Un poeta que después de varios libros sigue a la sombra de su precursor es un poeta muerto, y si pese a todo insiste en seguir publicando es también un poeta al que se le ha atrofiado el sentido del ridículo. Un sentido bastante relajado entre nosotros si atendemos a la cantidad de escritores que se conforman en coser un poemario sentencioso, azucarado y resabido sobre el paso de los años y el extravío de la juventud a cambio de ganarse una celdilla en el hospicio, estrecho y húmedo, aunque caldeado y a resguardo de la hostilidad exterior, donde se amontonan los poetas ínfimos.
El atrevimiento de David Aceituno no se limita a escoger como modelos (y rivales si hay que hacerle caso a Bloom, y claro que hemos de hacerle caso a Bloom) a gente acerada como Ashbery, Olds, Carson o el propio Hughes, sino en la manera que desde el primer libro, en su primera aparición pública, justo cuando la mayoría de advenedizos suelen ensayar posturas para que se note menos que están muertos de miedo (cuando no corren a esconderse en los faldones del precursor), se envalentona a distorsionarlos lo suficiente para ensayar un camino propio, a la intemperie, bajo los fríos cielos donde las cosas de ponen serias y uno se arriesga a fracasar.
¿Temeridad?
Señalar la novedad es mucho más sencillo que acotarla con palabras esclarecedoras, pero antes de que el lector que empiece a hacerse sus propias preguntas señalaremos que en este libro se habla de la vida íntima cómo sólo puede rozarla el arte, pensándola con la imaginación.

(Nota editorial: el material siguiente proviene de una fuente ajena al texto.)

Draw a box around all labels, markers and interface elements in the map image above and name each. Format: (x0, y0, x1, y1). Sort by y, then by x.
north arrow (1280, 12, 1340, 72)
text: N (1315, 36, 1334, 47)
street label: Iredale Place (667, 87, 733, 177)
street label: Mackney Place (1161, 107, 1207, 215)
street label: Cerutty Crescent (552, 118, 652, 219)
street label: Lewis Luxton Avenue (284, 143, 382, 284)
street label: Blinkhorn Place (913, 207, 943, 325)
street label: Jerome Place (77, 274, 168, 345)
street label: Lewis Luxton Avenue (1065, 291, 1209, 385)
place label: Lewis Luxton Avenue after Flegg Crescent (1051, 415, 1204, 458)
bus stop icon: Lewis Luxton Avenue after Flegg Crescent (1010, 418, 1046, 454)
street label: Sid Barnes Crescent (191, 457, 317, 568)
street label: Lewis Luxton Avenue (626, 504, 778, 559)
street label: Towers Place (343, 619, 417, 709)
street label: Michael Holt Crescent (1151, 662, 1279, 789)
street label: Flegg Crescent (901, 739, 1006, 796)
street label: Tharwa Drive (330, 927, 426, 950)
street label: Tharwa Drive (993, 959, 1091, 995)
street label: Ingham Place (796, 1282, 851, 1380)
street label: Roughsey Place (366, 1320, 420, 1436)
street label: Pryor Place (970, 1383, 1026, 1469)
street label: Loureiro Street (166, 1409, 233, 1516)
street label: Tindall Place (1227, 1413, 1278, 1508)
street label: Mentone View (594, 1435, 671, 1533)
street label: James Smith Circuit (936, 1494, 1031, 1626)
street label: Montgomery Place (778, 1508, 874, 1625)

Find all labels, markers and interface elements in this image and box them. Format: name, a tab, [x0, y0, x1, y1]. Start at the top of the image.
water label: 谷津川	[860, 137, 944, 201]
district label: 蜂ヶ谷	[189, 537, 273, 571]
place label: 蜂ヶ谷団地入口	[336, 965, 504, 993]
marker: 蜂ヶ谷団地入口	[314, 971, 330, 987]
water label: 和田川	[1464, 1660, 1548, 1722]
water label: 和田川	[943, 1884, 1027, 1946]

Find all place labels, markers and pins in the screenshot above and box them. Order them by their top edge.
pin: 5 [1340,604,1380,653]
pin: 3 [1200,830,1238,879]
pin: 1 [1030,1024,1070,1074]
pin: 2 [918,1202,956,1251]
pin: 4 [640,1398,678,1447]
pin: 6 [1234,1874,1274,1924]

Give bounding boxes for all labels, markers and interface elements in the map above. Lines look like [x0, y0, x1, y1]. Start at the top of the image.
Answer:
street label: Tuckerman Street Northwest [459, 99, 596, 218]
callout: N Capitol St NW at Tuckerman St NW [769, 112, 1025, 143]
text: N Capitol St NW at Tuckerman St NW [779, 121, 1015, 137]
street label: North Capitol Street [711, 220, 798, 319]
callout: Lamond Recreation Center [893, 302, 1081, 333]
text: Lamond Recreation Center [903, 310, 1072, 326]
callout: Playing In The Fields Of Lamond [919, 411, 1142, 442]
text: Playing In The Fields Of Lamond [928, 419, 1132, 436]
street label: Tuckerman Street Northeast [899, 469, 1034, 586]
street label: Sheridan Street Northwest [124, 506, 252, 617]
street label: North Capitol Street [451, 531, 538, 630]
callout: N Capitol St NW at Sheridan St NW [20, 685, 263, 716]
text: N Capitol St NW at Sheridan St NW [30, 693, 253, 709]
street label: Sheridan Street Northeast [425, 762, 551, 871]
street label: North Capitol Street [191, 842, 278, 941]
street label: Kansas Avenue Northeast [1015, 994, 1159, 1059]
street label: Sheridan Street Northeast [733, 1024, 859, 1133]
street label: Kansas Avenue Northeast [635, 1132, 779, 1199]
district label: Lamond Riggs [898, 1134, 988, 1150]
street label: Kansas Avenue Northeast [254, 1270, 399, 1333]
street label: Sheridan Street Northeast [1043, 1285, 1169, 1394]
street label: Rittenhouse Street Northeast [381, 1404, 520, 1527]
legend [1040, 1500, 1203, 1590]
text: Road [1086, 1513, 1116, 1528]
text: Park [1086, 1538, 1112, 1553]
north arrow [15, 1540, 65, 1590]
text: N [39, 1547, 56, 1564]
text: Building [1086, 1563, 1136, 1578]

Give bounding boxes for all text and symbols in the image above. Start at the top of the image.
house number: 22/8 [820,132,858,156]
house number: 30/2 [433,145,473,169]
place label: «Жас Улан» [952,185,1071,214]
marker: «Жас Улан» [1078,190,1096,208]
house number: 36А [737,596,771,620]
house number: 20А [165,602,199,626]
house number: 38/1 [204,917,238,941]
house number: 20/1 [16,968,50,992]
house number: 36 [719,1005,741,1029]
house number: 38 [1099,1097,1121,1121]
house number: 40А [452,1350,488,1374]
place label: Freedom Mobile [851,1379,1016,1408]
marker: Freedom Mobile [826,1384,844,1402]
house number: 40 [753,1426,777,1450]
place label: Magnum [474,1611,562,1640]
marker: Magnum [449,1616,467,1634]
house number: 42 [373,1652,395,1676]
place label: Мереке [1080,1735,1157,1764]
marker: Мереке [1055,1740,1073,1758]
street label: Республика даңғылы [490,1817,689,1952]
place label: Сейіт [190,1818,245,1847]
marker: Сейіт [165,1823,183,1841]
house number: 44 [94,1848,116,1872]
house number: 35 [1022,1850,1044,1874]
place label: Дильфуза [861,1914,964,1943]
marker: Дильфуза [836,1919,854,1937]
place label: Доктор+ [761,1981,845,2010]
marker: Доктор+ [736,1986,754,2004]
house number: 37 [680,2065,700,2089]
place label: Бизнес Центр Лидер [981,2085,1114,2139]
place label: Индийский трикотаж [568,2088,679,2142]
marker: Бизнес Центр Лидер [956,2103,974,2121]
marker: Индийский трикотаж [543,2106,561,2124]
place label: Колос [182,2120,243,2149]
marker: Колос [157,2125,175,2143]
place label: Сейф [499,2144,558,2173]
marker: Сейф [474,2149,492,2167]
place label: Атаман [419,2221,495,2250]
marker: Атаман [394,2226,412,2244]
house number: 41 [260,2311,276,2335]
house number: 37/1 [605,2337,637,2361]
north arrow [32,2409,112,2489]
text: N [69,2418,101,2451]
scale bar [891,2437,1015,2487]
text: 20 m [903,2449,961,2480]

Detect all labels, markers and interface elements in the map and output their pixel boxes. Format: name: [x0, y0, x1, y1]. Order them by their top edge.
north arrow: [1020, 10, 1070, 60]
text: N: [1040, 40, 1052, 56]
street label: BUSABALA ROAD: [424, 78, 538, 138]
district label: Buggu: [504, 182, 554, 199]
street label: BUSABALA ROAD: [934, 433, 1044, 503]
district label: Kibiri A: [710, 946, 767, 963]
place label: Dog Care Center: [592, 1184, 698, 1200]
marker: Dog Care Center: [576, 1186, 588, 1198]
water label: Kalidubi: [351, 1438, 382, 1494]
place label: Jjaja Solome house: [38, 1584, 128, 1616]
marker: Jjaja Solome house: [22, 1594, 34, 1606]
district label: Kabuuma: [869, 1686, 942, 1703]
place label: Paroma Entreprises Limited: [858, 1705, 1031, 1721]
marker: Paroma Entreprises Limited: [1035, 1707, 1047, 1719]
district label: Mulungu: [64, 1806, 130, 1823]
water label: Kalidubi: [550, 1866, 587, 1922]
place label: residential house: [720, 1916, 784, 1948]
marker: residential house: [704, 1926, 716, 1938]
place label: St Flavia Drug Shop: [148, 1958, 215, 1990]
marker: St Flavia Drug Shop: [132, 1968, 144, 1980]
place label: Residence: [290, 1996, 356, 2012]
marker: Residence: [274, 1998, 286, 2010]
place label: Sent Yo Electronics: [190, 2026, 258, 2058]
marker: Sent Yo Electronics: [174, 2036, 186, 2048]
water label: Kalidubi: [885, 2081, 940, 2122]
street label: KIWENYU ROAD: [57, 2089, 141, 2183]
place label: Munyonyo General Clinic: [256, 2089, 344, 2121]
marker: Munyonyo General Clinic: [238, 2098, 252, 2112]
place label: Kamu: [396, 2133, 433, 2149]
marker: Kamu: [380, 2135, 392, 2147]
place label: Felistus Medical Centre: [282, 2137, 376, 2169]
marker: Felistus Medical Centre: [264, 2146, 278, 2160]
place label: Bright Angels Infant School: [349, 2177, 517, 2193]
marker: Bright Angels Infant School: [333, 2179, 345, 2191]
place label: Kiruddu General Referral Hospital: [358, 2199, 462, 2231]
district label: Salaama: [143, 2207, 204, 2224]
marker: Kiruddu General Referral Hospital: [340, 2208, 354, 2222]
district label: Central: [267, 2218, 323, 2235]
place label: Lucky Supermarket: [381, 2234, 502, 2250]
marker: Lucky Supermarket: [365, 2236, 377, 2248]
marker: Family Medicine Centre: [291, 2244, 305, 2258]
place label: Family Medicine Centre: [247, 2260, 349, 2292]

Que a veces no es sencillo separar la voz de la esposa de la voz de la amante. Que a veces se filtra algo parecido a la luz pero cabe desconfiar que sólo sean imitaciones. Que el miedo puede crecer como el desorden en una casa pequeña. Que algunas esposas prefieren al dolor como marido. Que este prólogo pasa demasiado de puntillas sobre la figura de Assia Wevill. Que la gente con labios finos codician poseer para destrozar y que una mandíbula puede ser un presagio. Que un tren puede detenerse en una vía como un augurio. Que existe una palabra para los que se quedaron sin padres pero es probable que no exista otra para los que se quedan sin hijos. Que los poemas felices suelen ser también poemas difíciles. Que aquí no hay perros royendo el cadáver de una madre porque Hughes y Plath van, página a página, desprendiéndose de Hughes y Plath, para convertirse en Sylvia y Ted, el detalle estilizadísimo de la ruina de un matrimonio, de cualquier pareja (brillante).